The introduction of the Colonies brings a new aesthetic dimension to an already visually sumptuous show. If the well-kept households of the Commanders and their wives recall the painterly elegance of Vermeer, the Colonies are brought on screen in the style of Andrew Wyeth, muted and wistful, washed in gorgeous browns and pastels. Like last season’s, the camerawork veers between portraitlike and Kubrickian, using claustrophobic shallow focus to evoke the devastating personal wreckage of Gilead and crisp, haunting tableaus to remind of the regime’s sheer might.

Most striking are this season’s flashbacks, tender impressionistic scenes of life before Gilead. In the first season of “The Handmaid’s Tale,” these mostly served to establish relationships and motivations. Now, they seem a bit more pointed — acting as roadmaps or whispered warnings of how tyranny might slip into our world unnoticed. In one, June casually asks her husband Luke (O.T. Fagbenle, “Looking”) to sign a form so she can pick up her birth control prescription. In another, a stern nurse insists on calling June “Mrs. Bankole” despite June’s repeated reminders that she goes by her maiden name. This world on the brink of totalitarian takeover is, the show would like us to know, eerily similar to ours.

For all its quiet, poignant moments, though, “The Handmaid’s Tale” still suffers from a frustrating unwillingness to leave anything up to the imagination. The first two episodes of the second season almost seem to revel in female pain, leaning fully into the sort of horror that felt far more understated last season. What should we make of a show that subjects its women to such brutality while basking in feminist glory? Gendered violence is the defining feature of the lives of Gilead’s handmaids — maybe the gore is a necessary evil — but the restraint with which it was depicted in the first season is so lacking now it verges on unwatchable.

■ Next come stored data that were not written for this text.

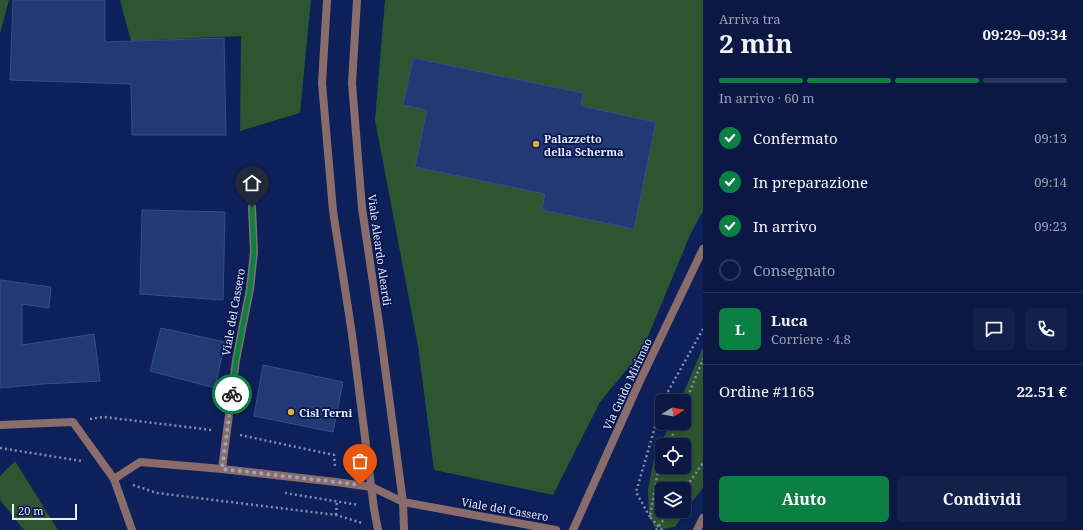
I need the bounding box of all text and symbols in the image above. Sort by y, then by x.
text: Arriva tra [719,10,781,28]
text: 09:29–09:34 [983,24,1067,44]
text: 2 min [719,25,793,61]
text: In arrivo · 60 m [719,89,815,107]
icon: check [719,127,741,149]
text: Confermato [753,128,838,148]
text: 09:13 [1034,129,1067,147]
place label: Palazzetto della Scherma [544,131,624,159]
marker: Palazzetto della Scherma [531,139,541,149]
pin [235,166,269,207]
icon: check [719,171,741,193]
icon: home [241,172,263,194]
text: In preparazione [753,172,868,192]
text: 09:14 [1034,173,1067,191]
street label: Viale Aleardo Aleardi [365,193,395,307]
icon: check [719,215,741,237]
text: In arrivo [753,216,817,236]
text: 09:23 [1034,217,1067,235]
text: Consegnato [753,260,835,280]
street label: Viale del Cassero [218,267,248,357]
button: chat [973,308,1015,350]
button: phone [1025,308,1067,350]
text: Luca [771,310,808,330]
text: L [735,319,745,339]
text: Corriere · 4.8 [771,330,851,348]
street label: Via Guido Mirimao [599,336,655,432]
courier [212,374,252,414]
text: Ordine #1165 [719,381,815,401]
text: 22.51 € [1016,381,1067,401]
icon: bike [221,383,243,405]
north arrow [655,394,691,430]
map controls [655,394,691,518]
place label: Cisl Terni [299,405,352,420]
marker: Cisl Terni [286,407,296,417]
button: locate [655,438,691,474]
pin [343,444,377,485]
icon: bag [349,450,371,472]
button: Aiuto [719,476,889,522]
button: Condividi [897,476,1067,522]
button: layers [655,482,691,518]
street label: Viale del Cassero [460,494,550,524]
scale bar [12,502,77,521]
text: 20 m [18,503,44,518]

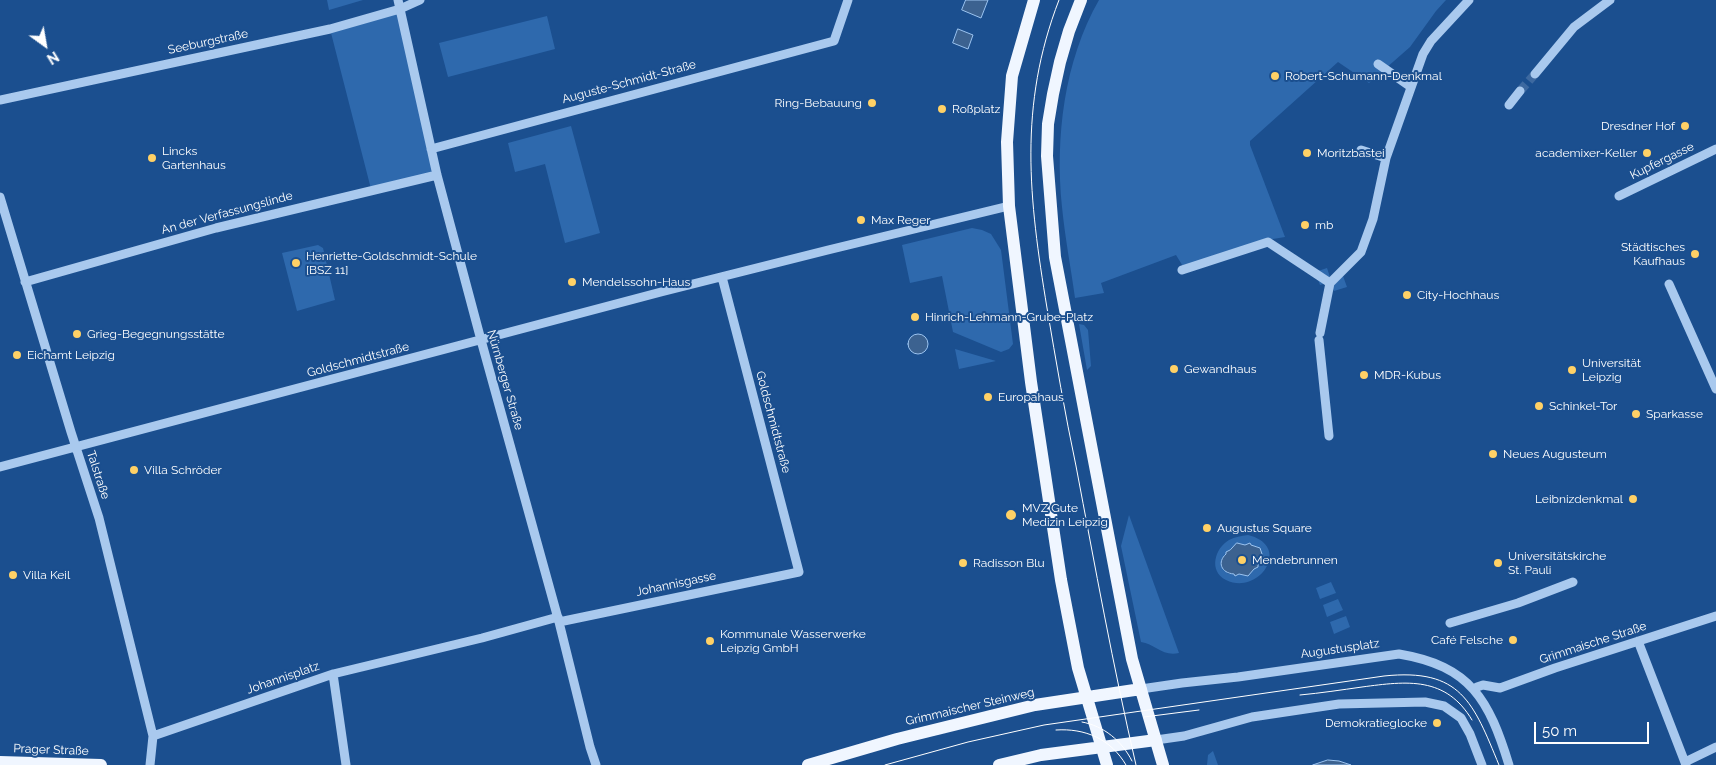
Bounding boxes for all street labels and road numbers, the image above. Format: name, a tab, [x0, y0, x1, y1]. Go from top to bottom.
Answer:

Luckily, the show is grounded in lucidity by Moss, whose every line and glance are charged with an intensity and rawness that make this easily one of TV’s best performances. Her fellow Emmy winners Alexis Bledel and Ann Dowd (“Good Behavior”) as Aunt Lydia are mesmerizing to watch. It’s largely thanks to these leading actresses that “The Handmaid’s Tale” remains the most beautiful, searing show on television. Praise be.